Skip to contents

Variant of dpmix.cluster() that augments the cluster kernel with a generalized Pareto tail. This is the clustering analogue of the spliced bulk-tail workflow used by dpmgpd().

Usage

dpmgpd.cluster(
  formula,
  data,
  type = c("weights", "param", "both"),
  default = "weights",
  mcmc = list(),
  ...
)

Arguments

formula

Model formula.
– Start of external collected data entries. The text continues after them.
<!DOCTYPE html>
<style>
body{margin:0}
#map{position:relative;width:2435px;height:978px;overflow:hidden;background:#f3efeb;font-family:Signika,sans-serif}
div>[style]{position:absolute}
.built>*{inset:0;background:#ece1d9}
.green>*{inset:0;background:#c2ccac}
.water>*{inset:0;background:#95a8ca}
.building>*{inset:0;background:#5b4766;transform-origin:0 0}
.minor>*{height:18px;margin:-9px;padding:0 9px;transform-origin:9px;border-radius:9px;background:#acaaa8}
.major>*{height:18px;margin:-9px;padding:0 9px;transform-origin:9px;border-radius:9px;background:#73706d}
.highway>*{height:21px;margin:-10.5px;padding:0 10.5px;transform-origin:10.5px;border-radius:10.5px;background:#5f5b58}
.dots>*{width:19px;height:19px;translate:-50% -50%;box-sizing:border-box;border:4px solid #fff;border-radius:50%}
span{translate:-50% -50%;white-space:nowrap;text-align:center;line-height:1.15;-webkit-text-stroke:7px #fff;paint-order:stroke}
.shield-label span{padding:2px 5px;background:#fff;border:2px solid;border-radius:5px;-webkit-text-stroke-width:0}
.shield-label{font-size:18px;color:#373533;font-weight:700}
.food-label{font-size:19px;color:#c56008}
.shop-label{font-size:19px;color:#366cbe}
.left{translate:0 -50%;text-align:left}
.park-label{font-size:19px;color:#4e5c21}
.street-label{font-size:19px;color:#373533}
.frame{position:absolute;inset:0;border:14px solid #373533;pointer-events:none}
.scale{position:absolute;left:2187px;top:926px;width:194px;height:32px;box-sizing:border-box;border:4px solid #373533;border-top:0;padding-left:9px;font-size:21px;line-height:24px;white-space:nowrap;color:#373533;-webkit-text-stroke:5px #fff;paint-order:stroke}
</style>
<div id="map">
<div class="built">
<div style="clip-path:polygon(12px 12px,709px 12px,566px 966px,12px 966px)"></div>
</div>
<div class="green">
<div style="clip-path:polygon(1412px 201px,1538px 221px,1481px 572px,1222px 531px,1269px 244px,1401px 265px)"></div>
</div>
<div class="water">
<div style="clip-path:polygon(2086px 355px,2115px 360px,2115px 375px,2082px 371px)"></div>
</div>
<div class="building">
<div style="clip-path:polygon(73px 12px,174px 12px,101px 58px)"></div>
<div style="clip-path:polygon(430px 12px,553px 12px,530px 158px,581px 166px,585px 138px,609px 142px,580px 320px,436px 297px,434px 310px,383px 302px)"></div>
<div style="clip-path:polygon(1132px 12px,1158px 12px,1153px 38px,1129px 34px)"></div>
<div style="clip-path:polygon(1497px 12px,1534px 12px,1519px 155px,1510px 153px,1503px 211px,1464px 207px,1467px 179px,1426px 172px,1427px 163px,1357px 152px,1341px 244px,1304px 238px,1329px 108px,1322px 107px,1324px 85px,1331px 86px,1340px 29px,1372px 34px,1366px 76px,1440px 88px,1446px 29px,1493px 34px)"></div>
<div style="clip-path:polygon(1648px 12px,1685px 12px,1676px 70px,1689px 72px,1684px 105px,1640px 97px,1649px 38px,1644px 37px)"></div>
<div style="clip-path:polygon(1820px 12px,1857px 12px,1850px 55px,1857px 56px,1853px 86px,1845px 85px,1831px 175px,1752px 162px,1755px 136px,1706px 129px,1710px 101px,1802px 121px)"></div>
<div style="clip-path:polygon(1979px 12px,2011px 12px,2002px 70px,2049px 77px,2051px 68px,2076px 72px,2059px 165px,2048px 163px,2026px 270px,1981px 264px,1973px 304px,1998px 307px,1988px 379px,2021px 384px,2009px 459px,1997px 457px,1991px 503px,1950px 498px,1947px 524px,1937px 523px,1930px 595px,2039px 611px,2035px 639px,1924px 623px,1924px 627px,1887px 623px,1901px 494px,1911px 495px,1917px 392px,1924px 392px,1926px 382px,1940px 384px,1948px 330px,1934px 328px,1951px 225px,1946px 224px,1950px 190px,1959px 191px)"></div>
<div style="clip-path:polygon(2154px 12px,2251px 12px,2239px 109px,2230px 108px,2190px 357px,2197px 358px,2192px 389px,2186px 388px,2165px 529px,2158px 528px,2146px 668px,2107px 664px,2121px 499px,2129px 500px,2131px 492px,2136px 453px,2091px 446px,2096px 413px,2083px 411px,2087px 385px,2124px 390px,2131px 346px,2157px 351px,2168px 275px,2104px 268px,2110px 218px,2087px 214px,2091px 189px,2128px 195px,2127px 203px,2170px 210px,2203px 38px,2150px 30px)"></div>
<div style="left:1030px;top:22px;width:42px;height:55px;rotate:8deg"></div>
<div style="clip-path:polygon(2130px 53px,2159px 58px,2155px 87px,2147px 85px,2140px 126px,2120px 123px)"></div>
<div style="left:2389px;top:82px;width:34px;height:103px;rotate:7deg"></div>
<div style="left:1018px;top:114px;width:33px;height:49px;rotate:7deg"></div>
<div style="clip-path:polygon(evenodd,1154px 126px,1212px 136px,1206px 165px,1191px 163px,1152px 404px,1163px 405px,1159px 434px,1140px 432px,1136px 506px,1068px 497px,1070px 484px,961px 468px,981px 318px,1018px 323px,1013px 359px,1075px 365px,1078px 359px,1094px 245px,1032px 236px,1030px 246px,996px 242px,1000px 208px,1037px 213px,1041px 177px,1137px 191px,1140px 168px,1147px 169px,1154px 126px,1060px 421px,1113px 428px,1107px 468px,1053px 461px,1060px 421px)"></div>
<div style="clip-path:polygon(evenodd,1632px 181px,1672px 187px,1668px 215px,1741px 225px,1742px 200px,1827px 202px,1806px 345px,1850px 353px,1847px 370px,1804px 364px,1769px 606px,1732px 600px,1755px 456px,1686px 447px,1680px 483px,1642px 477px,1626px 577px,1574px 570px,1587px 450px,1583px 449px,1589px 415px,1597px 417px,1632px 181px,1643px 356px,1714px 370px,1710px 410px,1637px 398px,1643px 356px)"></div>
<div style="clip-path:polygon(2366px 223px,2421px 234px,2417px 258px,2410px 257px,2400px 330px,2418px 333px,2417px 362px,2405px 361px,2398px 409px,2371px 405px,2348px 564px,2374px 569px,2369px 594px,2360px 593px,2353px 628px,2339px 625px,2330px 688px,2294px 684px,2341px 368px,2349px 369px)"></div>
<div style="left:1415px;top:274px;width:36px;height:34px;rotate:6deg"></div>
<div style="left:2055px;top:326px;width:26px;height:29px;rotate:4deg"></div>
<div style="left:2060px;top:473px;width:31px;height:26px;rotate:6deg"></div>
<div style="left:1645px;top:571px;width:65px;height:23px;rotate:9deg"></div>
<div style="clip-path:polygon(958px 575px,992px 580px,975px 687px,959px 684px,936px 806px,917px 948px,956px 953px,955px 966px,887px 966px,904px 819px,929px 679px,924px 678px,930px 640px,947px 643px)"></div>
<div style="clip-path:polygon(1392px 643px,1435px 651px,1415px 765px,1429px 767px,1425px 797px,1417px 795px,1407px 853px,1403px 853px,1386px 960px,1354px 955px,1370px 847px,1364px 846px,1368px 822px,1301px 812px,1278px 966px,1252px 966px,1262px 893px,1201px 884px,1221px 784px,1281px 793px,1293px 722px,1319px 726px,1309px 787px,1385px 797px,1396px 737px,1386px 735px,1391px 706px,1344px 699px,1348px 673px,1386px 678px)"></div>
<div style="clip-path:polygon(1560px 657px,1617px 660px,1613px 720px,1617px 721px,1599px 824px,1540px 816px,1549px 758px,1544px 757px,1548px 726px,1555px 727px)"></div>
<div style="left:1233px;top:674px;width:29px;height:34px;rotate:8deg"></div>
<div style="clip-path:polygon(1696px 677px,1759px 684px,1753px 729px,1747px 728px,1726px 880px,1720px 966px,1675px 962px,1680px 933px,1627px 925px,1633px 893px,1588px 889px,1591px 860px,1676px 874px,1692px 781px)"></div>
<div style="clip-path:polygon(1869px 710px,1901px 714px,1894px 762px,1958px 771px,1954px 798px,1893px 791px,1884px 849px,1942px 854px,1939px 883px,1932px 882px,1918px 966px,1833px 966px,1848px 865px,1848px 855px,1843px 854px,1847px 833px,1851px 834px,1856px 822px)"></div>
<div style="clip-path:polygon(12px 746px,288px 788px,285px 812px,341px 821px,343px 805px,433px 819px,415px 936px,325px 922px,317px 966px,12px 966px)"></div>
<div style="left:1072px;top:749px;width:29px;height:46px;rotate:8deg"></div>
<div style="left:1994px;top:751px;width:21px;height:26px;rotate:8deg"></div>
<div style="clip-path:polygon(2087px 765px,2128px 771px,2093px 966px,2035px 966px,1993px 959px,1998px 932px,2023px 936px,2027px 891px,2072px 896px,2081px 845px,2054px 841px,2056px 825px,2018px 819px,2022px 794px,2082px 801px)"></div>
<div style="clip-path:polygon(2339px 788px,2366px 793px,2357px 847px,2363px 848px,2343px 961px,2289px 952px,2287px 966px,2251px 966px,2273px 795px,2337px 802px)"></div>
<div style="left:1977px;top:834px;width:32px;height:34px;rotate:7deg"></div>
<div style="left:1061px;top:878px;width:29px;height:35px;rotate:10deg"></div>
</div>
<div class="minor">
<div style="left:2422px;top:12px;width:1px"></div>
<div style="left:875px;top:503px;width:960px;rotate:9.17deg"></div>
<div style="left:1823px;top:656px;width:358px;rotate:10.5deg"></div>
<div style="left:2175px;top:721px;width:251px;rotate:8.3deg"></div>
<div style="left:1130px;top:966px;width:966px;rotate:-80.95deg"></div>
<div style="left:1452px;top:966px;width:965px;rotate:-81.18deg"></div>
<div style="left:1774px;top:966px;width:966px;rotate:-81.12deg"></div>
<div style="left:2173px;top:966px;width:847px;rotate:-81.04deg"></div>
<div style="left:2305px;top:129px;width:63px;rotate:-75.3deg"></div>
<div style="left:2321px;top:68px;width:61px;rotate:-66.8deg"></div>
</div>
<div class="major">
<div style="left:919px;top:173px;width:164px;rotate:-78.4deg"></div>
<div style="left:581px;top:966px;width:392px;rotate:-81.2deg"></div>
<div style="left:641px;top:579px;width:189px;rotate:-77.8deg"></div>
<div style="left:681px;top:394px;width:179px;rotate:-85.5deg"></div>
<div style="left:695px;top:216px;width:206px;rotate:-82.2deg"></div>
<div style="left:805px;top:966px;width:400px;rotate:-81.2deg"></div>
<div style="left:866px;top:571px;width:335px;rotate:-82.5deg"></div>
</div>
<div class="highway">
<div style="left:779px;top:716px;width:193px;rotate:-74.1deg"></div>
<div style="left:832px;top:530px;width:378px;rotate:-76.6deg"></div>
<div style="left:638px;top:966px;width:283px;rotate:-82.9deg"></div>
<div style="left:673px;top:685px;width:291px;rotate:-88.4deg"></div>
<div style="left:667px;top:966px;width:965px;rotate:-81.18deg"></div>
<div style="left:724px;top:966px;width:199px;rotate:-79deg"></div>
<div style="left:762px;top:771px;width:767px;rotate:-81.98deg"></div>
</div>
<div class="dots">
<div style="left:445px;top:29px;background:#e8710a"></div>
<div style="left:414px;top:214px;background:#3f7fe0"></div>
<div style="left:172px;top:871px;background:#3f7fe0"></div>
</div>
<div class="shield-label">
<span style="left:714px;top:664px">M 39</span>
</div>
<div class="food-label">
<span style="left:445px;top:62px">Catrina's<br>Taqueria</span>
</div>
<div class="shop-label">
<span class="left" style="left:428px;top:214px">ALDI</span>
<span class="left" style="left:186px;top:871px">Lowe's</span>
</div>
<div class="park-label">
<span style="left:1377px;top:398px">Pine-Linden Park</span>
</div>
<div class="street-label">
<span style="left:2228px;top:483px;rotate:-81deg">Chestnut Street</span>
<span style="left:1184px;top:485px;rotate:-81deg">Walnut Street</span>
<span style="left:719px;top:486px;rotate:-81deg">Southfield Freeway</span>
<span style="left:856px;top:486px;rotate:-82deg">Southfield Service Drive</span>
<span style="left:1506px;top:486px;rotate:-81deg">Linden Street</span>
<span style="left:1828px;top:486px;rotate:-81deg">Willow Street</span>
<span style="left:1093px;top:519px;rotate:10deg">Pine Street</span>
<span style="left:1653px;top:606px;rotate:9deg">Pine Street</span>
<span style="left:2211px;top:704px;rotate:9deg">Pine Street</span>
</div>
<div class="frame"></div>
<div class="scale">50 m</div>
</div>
The response must be present in data.

data

Data frame containing the response and optional predictors.

type

Clustering mode:

  • "weights": links mixture weights to predictors

  • "param": links kernel parameters to predictors

  • "both": links both weights and kernel parameters to predictors

default

Default mode used when type is omitted.

mcmc

MCMC control list passed into the cluster bundle.

...

Additional arguments passed to build_cluster_bundle(), including kernel settings, prior overrides, component counts, and monitoring controls.

Value

Object of class dpmixgpd_cluster_fit.

Details

For observations above a component-specific threshold, the component density is spliced as $$ f(y) = (1 - F_{bulk}(u)) g_{GPD}(y \mid u, \sigma_u, \xi_u), \qquad y \ge u, $$ so cluster assignment can be informed by both central behavior and tail behavior.

This interface is preferable when cluster separation is driven by upper-tail differences rather than bulk-only shape or location differences.